Teneffüsten beri kalbimde olan ağrı daha da çoğalmıştı. Acı çektiğim yüzümden de okunuyordu artık. Elim kalbime gittiğinde soluk soluğa kaldığımdan dolayı açılmış ağzımı kapatıp burnumdan nefes aldım. Düzenli nefes alıp verme egzersizi yaparken yavaşça kenara yaklaştım ve okul bahçesinin içinde bulunan bankta duran pet şişesimi alıp kapağını açtım.
"Aramızda kalması gerekmiyor muydu?" Gelen tanıdık sesle kafamı çevirmeme gerek kalmadan yanımda belirmişti. Şişenin kapağını kapatıp çöpe attım.
"Aramızda zaten."
"Dolunay'a söylediğin neydi peki?" Deniz'in söylediği cümleyi bir süre düşündüm. Her şeyi açık açık söylememiştim ki.

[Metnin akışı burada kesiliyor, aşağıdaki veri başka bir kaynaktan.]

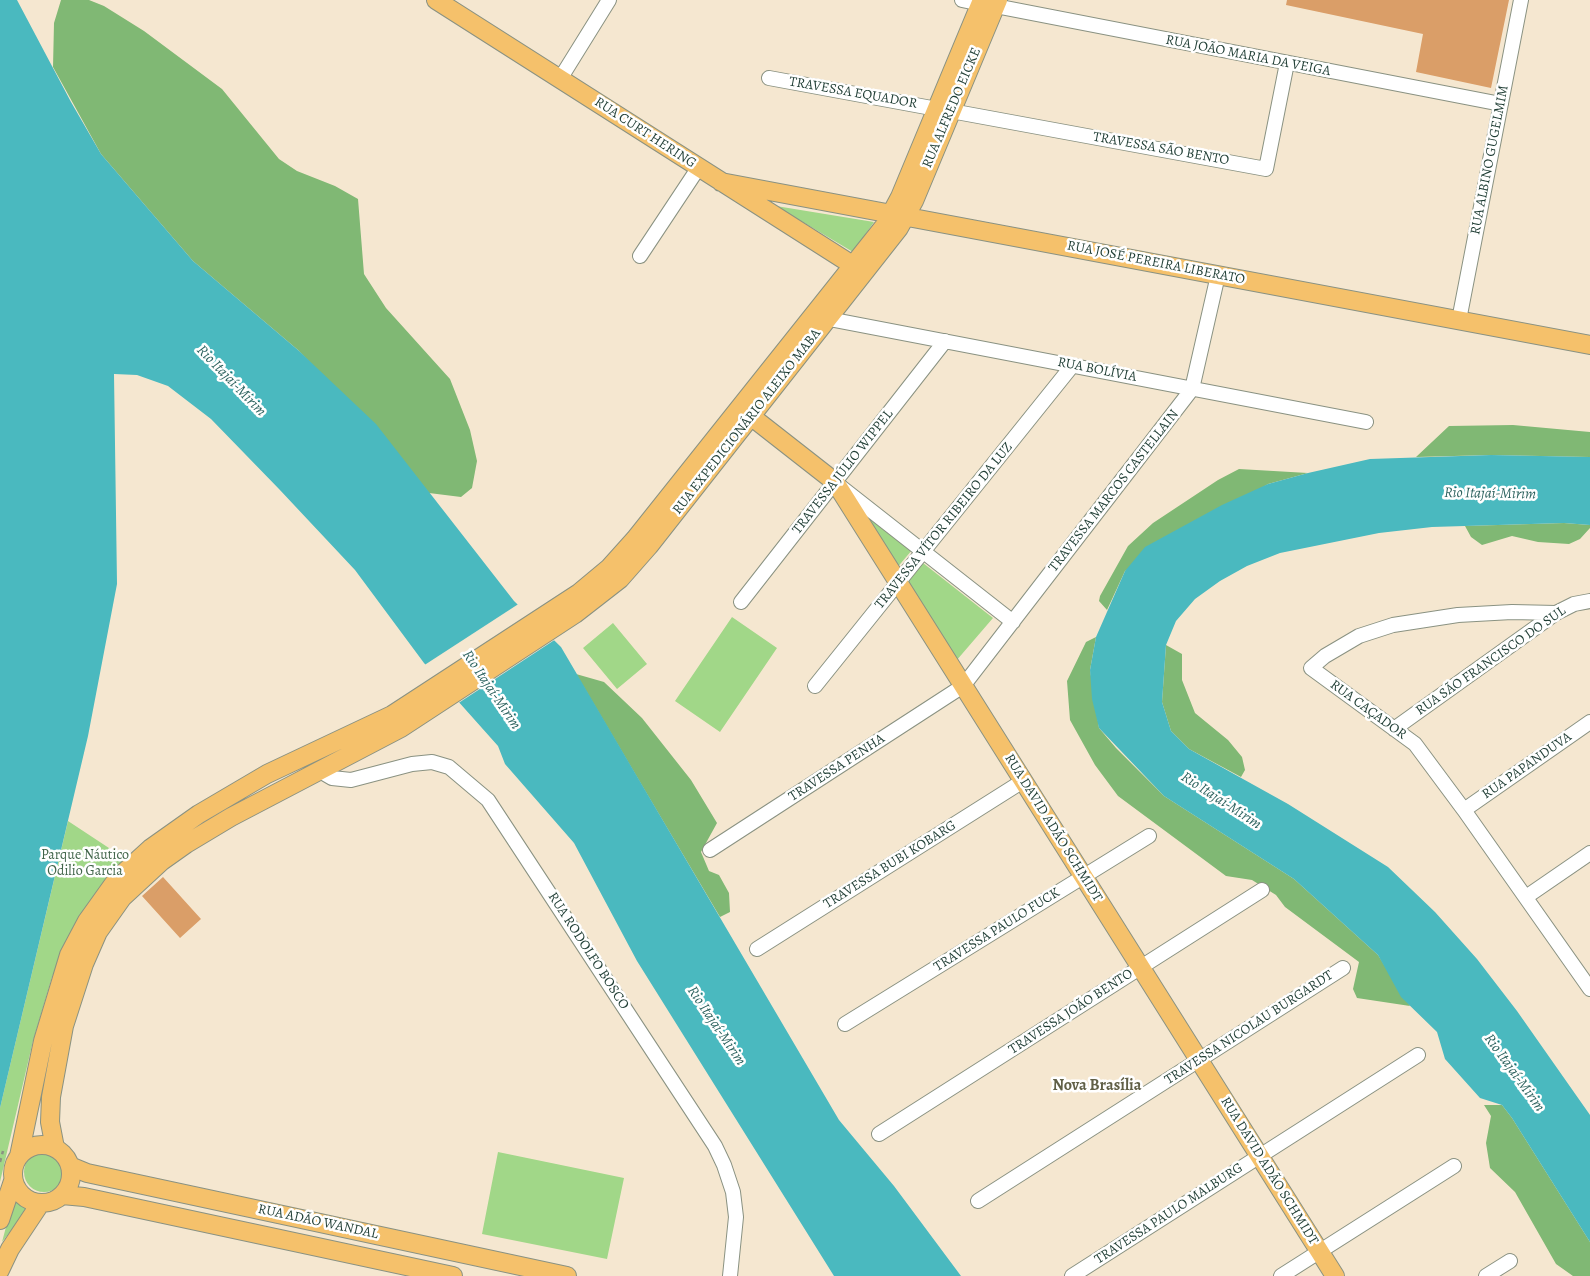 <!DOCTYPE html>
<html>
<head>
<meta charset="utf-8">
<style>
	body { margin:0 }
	canvas { display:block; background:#f5e7d0 }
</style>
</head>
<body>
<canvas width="1590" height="1276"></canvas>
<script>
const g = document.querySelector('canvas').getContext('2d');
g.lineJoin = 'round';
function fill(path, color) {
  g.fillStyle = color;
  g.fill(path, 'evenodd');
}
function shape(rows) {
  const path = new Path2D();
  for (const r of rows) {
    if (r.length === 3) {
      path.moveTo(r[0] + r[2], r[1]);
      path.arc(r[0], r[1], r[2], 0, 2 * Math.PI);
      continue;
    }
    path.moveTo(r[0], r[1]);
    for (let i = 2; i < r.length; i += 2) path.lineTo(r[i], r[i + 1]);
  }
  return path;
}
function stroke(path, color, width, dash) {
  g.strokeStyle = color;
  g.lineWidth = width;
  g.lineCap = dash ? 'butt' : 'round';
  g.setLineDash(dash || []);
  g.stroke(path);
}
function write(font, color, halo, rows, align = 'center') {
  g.font = font + ' Alegreya,serif';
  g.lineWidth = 5;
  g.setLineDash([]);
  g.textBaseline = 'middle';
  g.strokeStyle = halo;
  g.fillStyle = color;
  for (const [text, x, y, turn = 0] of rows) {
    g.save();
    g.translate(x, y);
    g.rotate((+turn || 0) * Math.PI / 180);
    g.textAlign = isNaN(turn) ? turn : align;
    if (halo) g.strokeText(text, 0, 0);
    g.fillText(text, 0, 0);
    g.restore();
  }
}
const green = shape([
	[776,206,874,222,853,252],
	[857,507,912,550,896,569],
	[923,563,993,618,956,661,906,584],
	[732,617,777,648,720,732,675,701],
	[613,623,647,664,617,689,583,648],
	[68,821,112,850,122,861,92,899,75,927,52,977,33,1041,0,1182,0,1108],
	[498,1152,624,1178,607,1259,482,1234],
	[44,1172,20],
	[14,1197,17,1203,29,1208,2,1242]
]);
const forest = shape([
	[61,0,89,0,104,6,144,31,222,89,279,159,297,171,335,186,358,199,364,274,386,308,450,379,470,430,477,461,472,488,461,497,429,493,409,468,298,350,193,261,101,154,53,67,54,23],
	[1513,425,1590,432,1590,457,1491,455,1416,457,1449,426],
	[1239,469,1308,473,1268,484,1125,571,1107,610,1099,601,1100,596,1128,546,1153,523,1218,480],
	[1564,523,1590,525,1590,528,1580,539,1569,544,1538,542,1512,536,1482,545,1471,537,1465,526],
	[1096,637,1090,670,1099,728,1116,748,1164,796,1294,879,1378,955,1410,1006,1357,998,1353,989,1359,962,1285,907,1276,895,1252,880,1226,876,1118,796,1095,765,1070,720,1067,681,1086,642],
	[1166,645,1182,654,1182,680,1195,713,1228,740,1242,757,1245,770,1241,777,1189,749,1171,731,1162,702],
	[576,674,604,682,642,718,691,780,717,823,701,852,709,871,719,875,729,893,730,912,720,917],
	[1484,1105,1502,1105,1512,1118,1590,1242,1590,1276,1573,1276,1556,1264,1515,1192,1490,1168,1486,1143,1491,1116]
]);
const water = shape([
	[0,0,17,0,71,102,101,154,193,261,298,350,376,424,514,601,561,647,839,1120,894,1186,961,1276,834,1276,637,961,574,843,505,764,498,746,424,663,355,570,279,489,211,419,168,386,137,375,114,374,117,584,88,736,0,1108],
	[1491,455,1590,457,1590,525,1564,523,1432,527,1379,533,1280,553,1247,566,1220,581,1195,599,1176,621,1166,645,1162,702,1171,731,1189,749,1288,804,1388,867,1435,912,1477,959,1517,1011,1590,1115,1590,1242,1512,1118,1502,1105,1480,1098,1445,1059,1437,1032,1401,997,1378,955,1294,879,1164,796,1099,728,1092,699,1090,670,1096,637,1125,571,1145,547,1222,505,1268,484,1308,473,1370,459]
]);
const pier = shape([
	[520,603,556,639,457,704,423,666]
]);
const building = shape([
	[1287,0,1509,0,1491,88,1416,72,1423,34,1286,5],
	[163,877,201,919,180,938,142,896]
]);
const path = shape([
	[0,1162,3,1151]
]);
const minor = shape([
	[962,0,981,4],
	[995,6,1501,104],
	[769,78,937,109],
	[560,79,609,0],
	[951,111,1266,169,1287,63],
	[640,256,699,167],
	[829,319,1366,422],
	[1459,320,1521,0],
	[841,487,1013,622],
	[741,602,945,341],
	[1556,613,1512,612,1458,615,1393,625,1359,636,1325,656,1311,668,1415,744,1464,810,1590,989],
	[815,686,1072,366],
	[1394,729,1556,613,1574,604,1590,601],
	[320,771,332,778,351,780,412,764,432,762,449,767,488,800,715,1146,724,1165,733,1192,736,1217,730,1276],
	[1464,810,1590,722],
	[710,850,963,686,1192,389,1218,275],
	[1526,897,1590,853],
	[757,949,1023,781],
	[845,1024,1149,836],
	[879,1134,1262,890],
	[978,1201,1343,968],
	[1072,1276,1418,1055],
	[1281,1276,1454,1166],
	[1486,1276,1510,1261]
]);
const major = shape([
	[436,0,854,266],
	[721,182,1590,345],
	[743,410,835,482,1335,1276],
	[42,1174,29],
	[55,1148,50,1122,51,1097,64,1026,84,964,98,932,122,898,162,861,186,844,231,817,401,728,575,614,620,579,649,546,899,228,914,201,998,0],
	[19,1156,43,1041,69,955,87,921,117,879,151,848,199,814,267,774,392,715,579,593,609,568,635,539,885,225,900,197,982,0],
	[70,1166,87,1173,567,1276],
	[62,1195,84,1197,453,1276],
	[0,1220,13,1181],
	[0,1270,10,1249,40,1204]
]);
const streetNames = [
	["RUA JOÃO MARIA DA VEIGA",1248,56,11],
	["TRAVESSA EQUADOR",853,93,10],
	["RUA ALFREDO EICKE",952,108,-67],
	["RUA CURT HERING",645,133,33],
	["TRAVESSA SÃO BENTO",1161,149,10],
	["RUA ALBINO GUGELMIM",1490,160,-79],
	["RUA JOSÉ PEREIRA LIBERATO",1156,263,11],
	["RUA BOLÍVIA",1097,370,11],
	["RUA EXPEDICIONÁRIO ALEIXO MABA",747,422,-52],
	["TRAVESSA JÚLIO WIPPEL",843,472,-52],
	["TRAVESSA MARCOS CASTELLAIN",1114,491,-52],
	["TRAVESSA VÍTOR RIBEIRO DA LUZ",944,526,-51],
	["RUA SÃO FRANCISCO DO SUL",1491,661,-35],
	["RUA CAÇADOR",1368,710,36],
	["RUA PAPANDUVA",1527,766,-35],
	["TRAVESSA PENHA",837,768,-33],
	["RUA DAVID ADÃO SCHMIDT",1053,828,58],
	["TRAVESSA BUBI KOBARG",890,865,-32],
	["TRAVESSA PAULO FUCK",997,930,-32],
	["RUA RODOLFO BOSCO",588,951,57],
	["TRAVESSA JOÃO BENTO",1071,1012,-33],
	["TRAVESSA NICOLAU BURGARDT",1249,1028,-33],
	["RUA DAVID ADÃO SCHMIDT",1269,1171,58],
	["TRAVESSA PAULO MALBURG",1169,1214,-33],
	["RUA ADÃO WANDAL",318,1222,12]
];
const parkNames = [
	["Parque Náutico",85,856],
	["Odilio Garcia",85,872]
];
const waterNames = [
	["Rio Itajaí-Mirim",231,381,46],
	["Rio Itajaí-Mirim",1490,494,1],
	["Rio Itajaí-Mirim",491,690,56],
	["Rio Itajaí-Mirim",1221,801,33],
	["Rio Itajaí-Mirim",716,1026,56],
	["Rio Itajaí-Mirim",1514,1073,54]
];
const quarterNames = [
	["Nova Brasília",1097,1086]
];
fill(green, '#a1d788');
fill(forest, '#80b874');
fill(water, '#4ab9bf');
fill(pier, '#f5e7d0');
fill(building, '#da9e68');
stroke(minor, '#8a9282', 16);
stroke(major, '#8a9282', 20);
stroke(path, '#8a9282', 2.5, [4, 4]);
stroke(minor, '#fff', 14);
stroke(major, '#f5c16b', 18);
write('14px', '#1f3d34', '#fff', streetNames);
write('14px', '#406449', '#fff', parkNames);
write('italic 15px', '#2c625e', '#fff', waterNames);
write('bold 16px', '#605f46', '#fff', quarterNames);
</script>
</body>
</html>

"Seviştik demedim ki." dediğimde koluma yediğim darbe ile elim koluma gitti. Ama bir yandan da yüzümde istemsizce gülümseme oluşmuştu. "Napıyosun?"
"Ebenin," durdu ve dişlerini sıkarak devam etti. "şeyini yapıyorum Azra. Ya anlasaydı kız."
"Şanslısın, o kadar zeki değil." Dilini dudakları ile ıslattığında gülmemek için damağımı ısırdım. Sinirlenince çok güzel oluyordu. Konuşmama kararım aklımda belirdiğinde yüzümdeki tebessüm geri gitti.
"Bittiyse gidiyorum." diyip futbola devam etmek için adım atmıştım ki kolumdan tutulmamla durdum. "Gün geçmiyor ki sen de bensiz yapamıyorsun boncukcum." dediğimde göz devirdi.
"Fazla yoruyorsun kalbini." dediğinde kaşlarımı çatıp sırıtarak kafamı omzuma doğru eğdim.
"Bundan beni düşündüğünü mü anlamalıyım?" Kolumu bıraktı.
"Hayır." dedi bir anda. Çok ciddi demişti ve bu istemsizce kalbimi kırmıştı. Evet demesini beklemiyordum ama bu kadar ciddi de hayır denmezdi ki.
Bir şey demeden kafamı çevirdim ve yürümeye başladım. Moralim bozulmuştu resmen. İrislerimin önüne bir perde misali inen karanlık ile bacaklarım bedenimi taşıyamadı ve vücudumun yere çarptığını hissettim.